* Instructions for the task *
An exact reproduction is required of the lines from the beginning of the entries through the line with "Summarize the content", pictures excluded and nothing added.

* Source material *
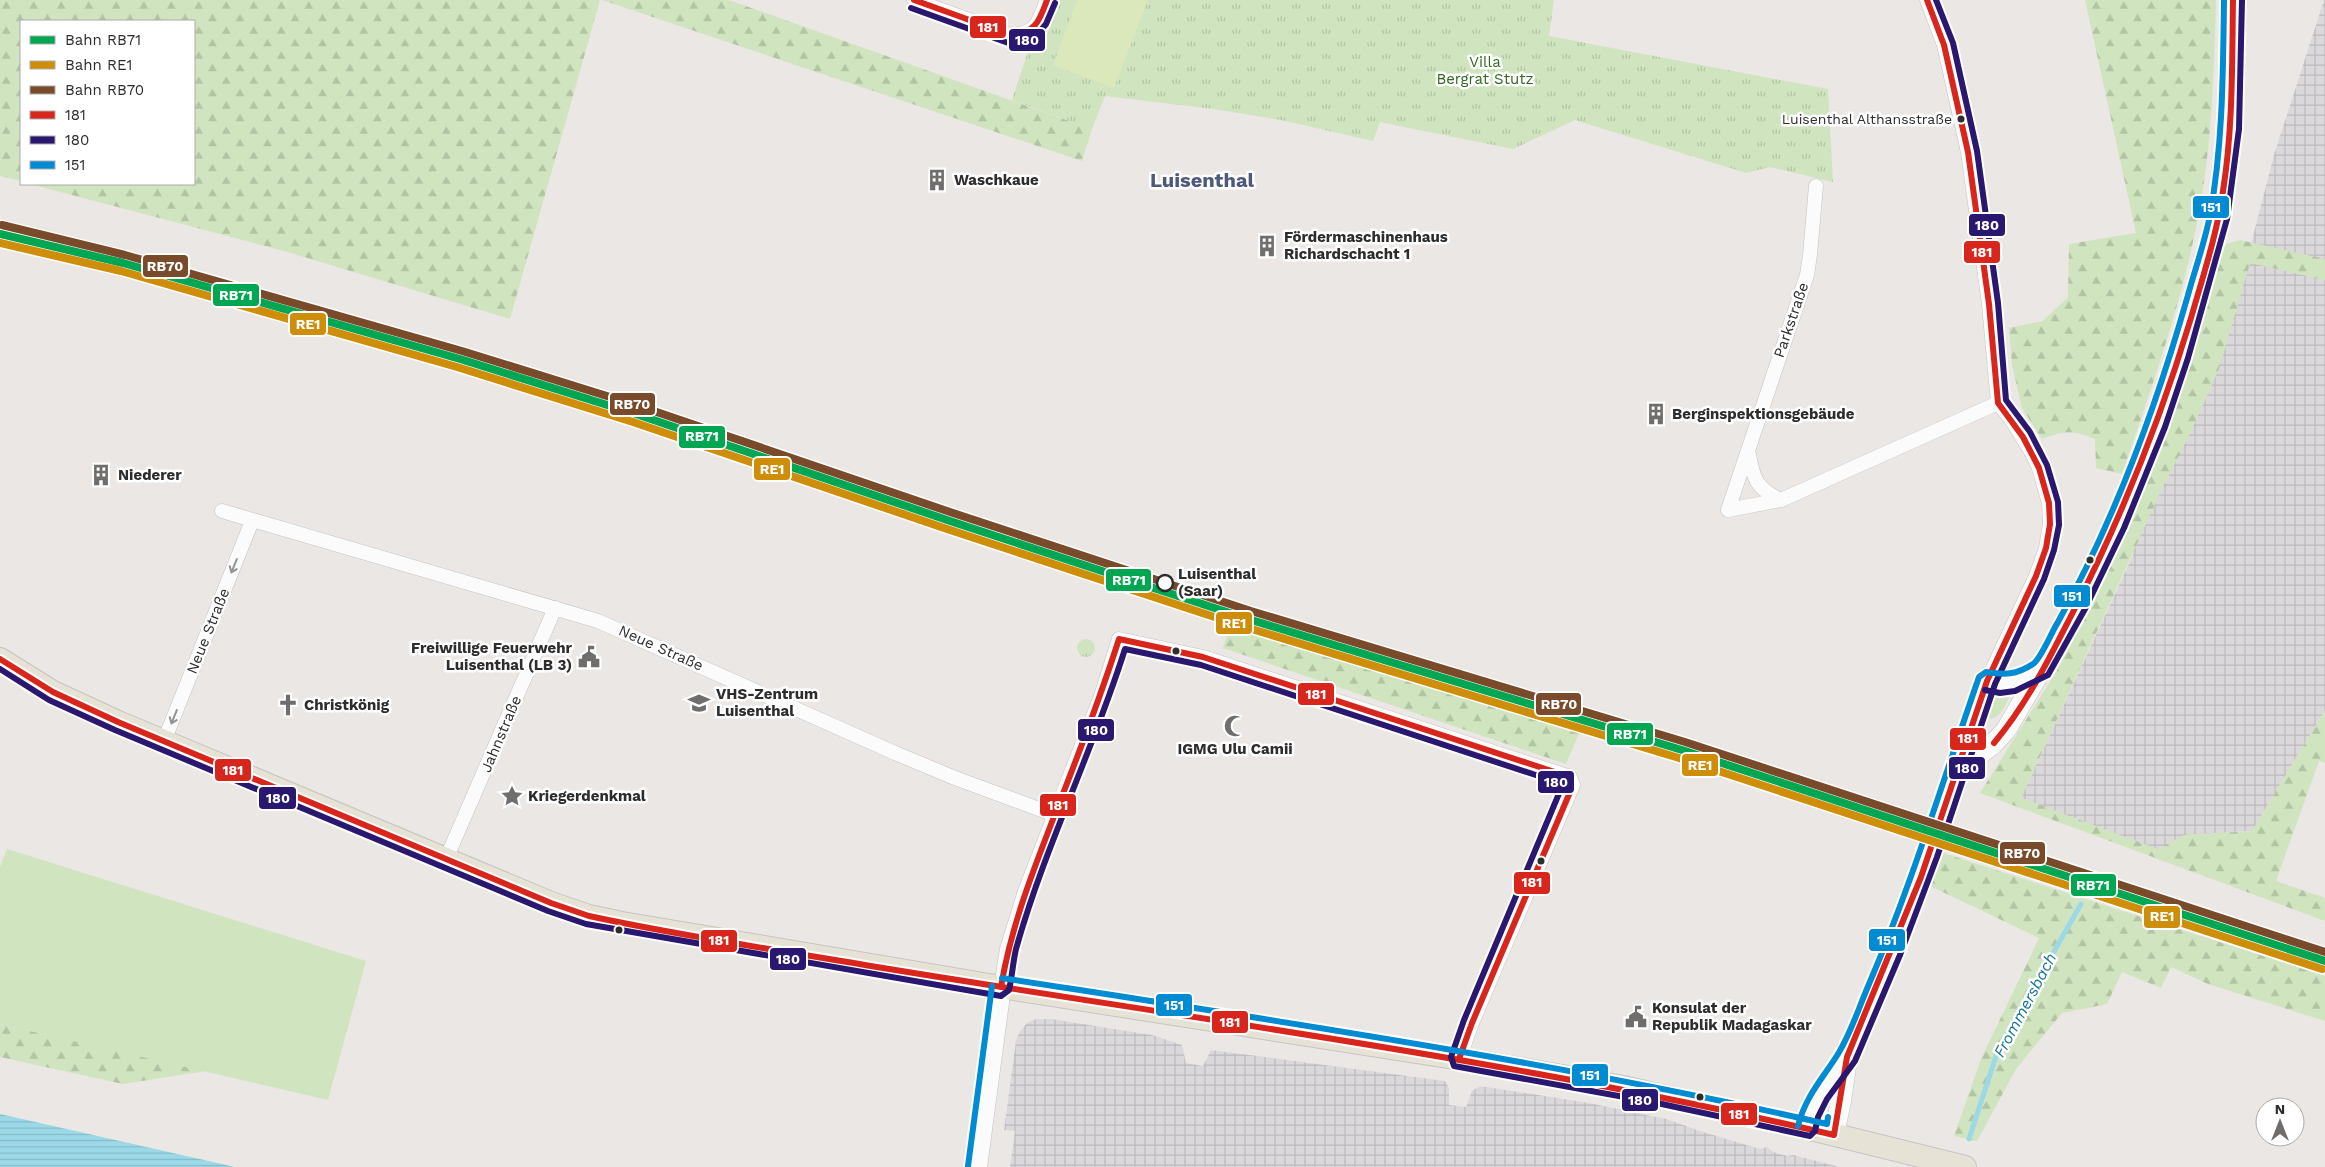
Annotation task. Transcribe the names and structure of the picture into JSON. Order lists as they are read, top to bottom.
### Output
{
  "streets": {
    "street": ["Parkstraße", "Neue Straße", "Jahnstraße"]
  },
  "crossings": [
    ["Neue Straße", "Jahnstraße"]
  ],
  "districts": ["Luisenthal"],
  "water": ["Frommersbach"],
  "parks": ["Villa Bergrat Stutz"],
  "places": {
    "other": ["Luisenthal Althansstraße", "Luisenthal (Saar)"],
    "building": [
      "Waschkaue",
      "Fördermaschinenhaus Richardschacht 1",
      "Berginspektionsgebäude",
      "Niederer"
    ],
    "public building": ["Freiwillige Feuerwehr Luisenthal (LB 3)", "Konsulat der Republik Madagaskar"],
    "school or university": ["VHS-Zentrum Luisenthal"],
    "church": ["Christkönig"],
    "mosque": ["IGMG Ulu Camii"],
    "place": ["Kriegerdenkmal"]
  },
  "lines": [
    "transit line 181",
    "transit line 180",
    "transit line 151",
    "rail line RB70",
    "rail line RB71",
    "rail line RE1"
  ],
  "legend": [
    "Bahn RB71",
    "Bahn RE1",
    "Bahn RB70",
    "181",
    "180",
    "151"
  ],
  "north": "top"
}
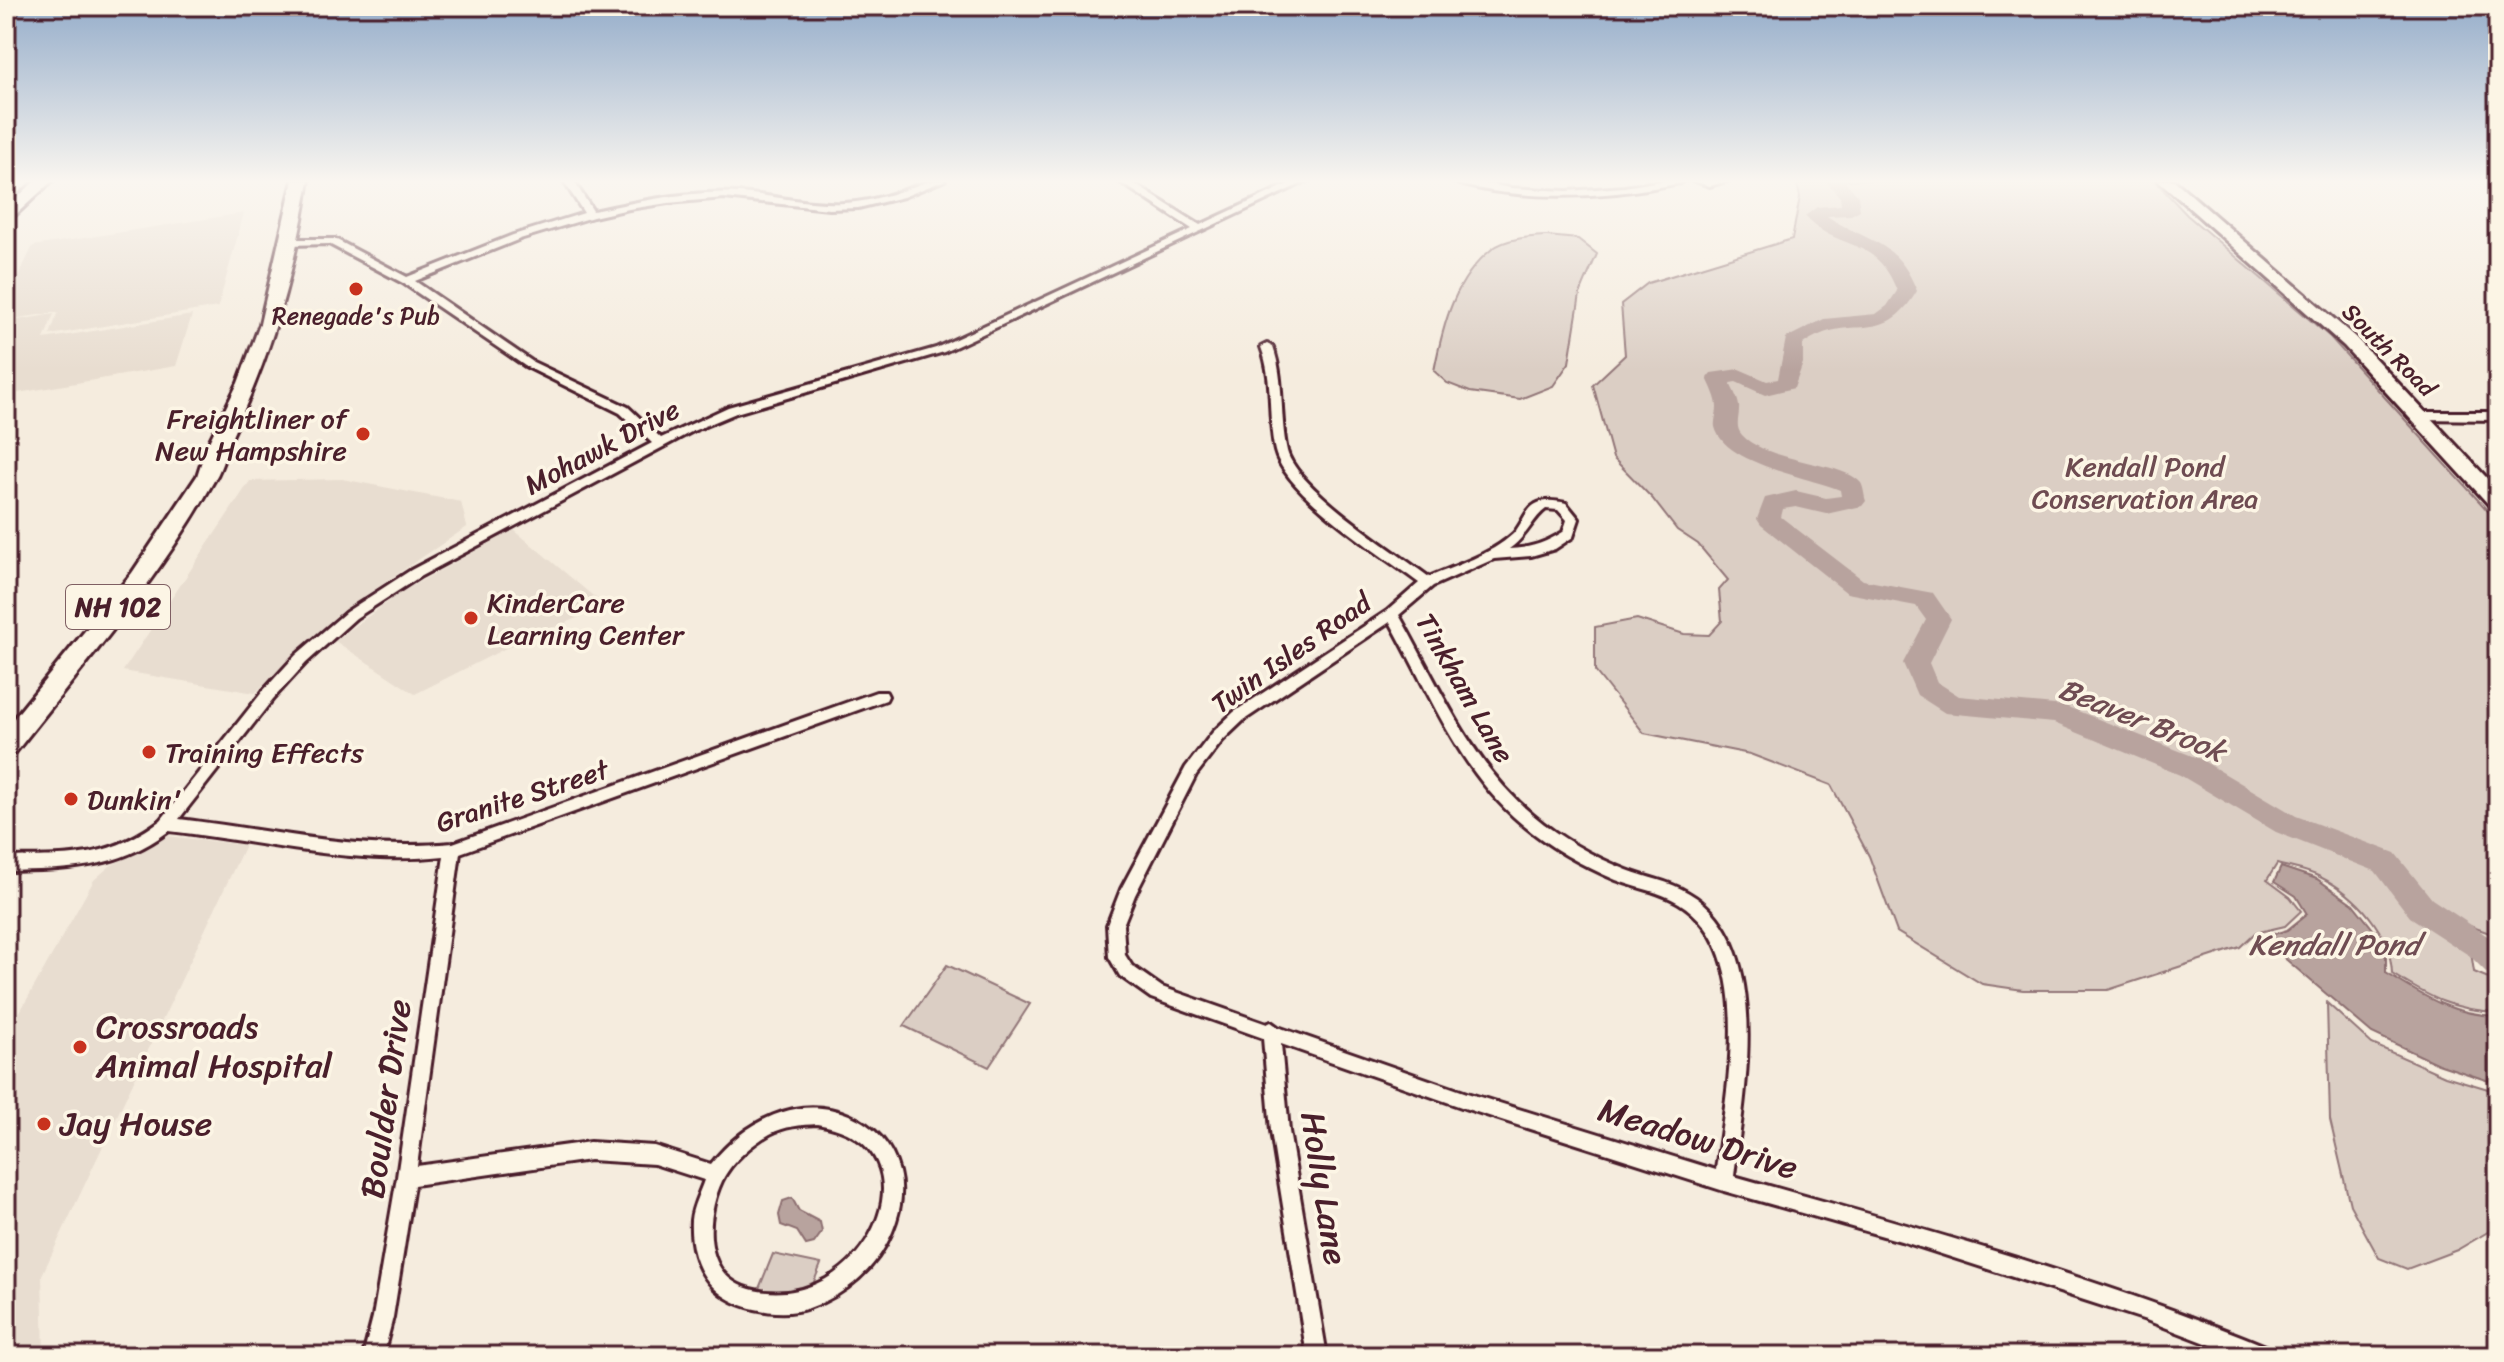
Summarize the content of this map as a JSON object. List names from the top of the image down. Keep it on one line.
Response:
{"streets":{"main road":["NH 102"],"street":["South Road","Mohawk Drive","Twin Isles Road","Tinkham Lane","Granite Street","Boulder Drive","Meadow Drive","Holly Lane"]},"crossings":[["Mohawk Drive","Granite Street"],["Twin Isles Road","Tinkham Lane"],["Twin Isles Road","Meadow Drive"],["Tinkham Lane","Meadow Drive"],["Granite Street","Boulder Drive"],["Meadow Drive","Holly Lane"]],"water":["Beaver Brook","Kendall Pond"],"parks":["Kendall Pond Conservation Area"],"places":["Renegade's Pub","Freightliner of New Hampshire","KinderCare Learning Center","Training Effects","Dunkin'","Crossroads Animal Hospital","Jay House"]}
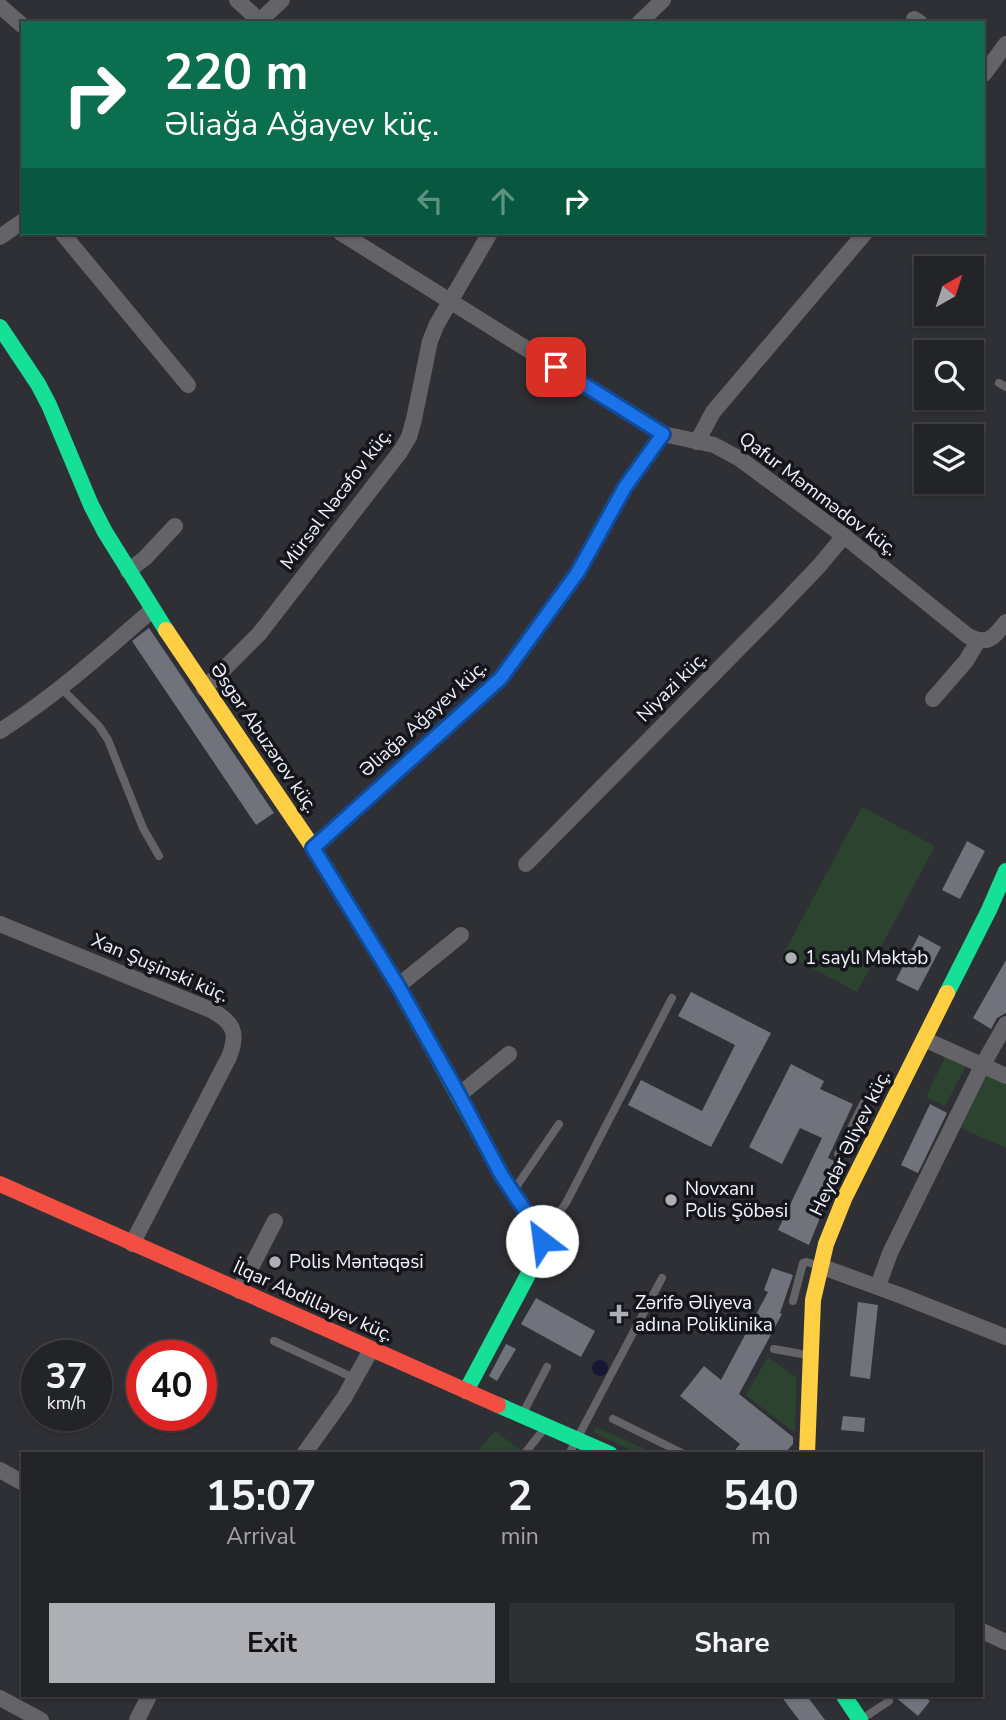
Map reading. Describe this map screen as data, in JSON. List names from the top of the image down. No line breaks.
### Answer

* Answer for this exercise *
Annotation task. Transcribe the names and structure of the picture into JSON. Order lists as they are read, top to bottom.
### Output
{
  "streets": {
    "street": ["Parkstraße", "Neue Straße", "Jahnstraße"]
  },
  "crossings": [
    ["Neue Straße", "Jahnstraße"]
  ],
  "districts": ["Luisenthal"],
  "water": ["Frommersbach"],
  "parks": ["Villa Bergrat Stutz"],
  "places": {
    "other": ["Luisenthal Althansstraße", "Luisenthal (Saar)"],
    "building": [
      "Waschkaue",
      "Fördermaschinenhaus Richardschacht 1",
      "Berginspektionsgebäude",
      "Niederer"
    ],
    "public building": ["Freiwillige Feuerwehr Luisenthal (LB 3)", "Konsulat der Republik Madagaskar"],
    "school or university": ["VHS-Zentrum Luisenthal"],
    "church": ["Christkönig"],
    "mosque": ["IGMG Ulu Camii"],
    "place": ["Kriegerdenkmal"]
  },
  "lines": [
    "transit line 181",
    "transit line 180",
    "transit line 151",
    "rail line RB70",
    "rail line RB71",
    "rail line RE1"
  ],
  "legend": [
    "Bahn RB71",
    "Bahn RE1",
    "Bahn RB70",
    "181",
    "180",
    "151"
  ],
  "north": "top"
}
Summarize the content of this map as a JSON object. List names from the top of the image down. Keep it on one line.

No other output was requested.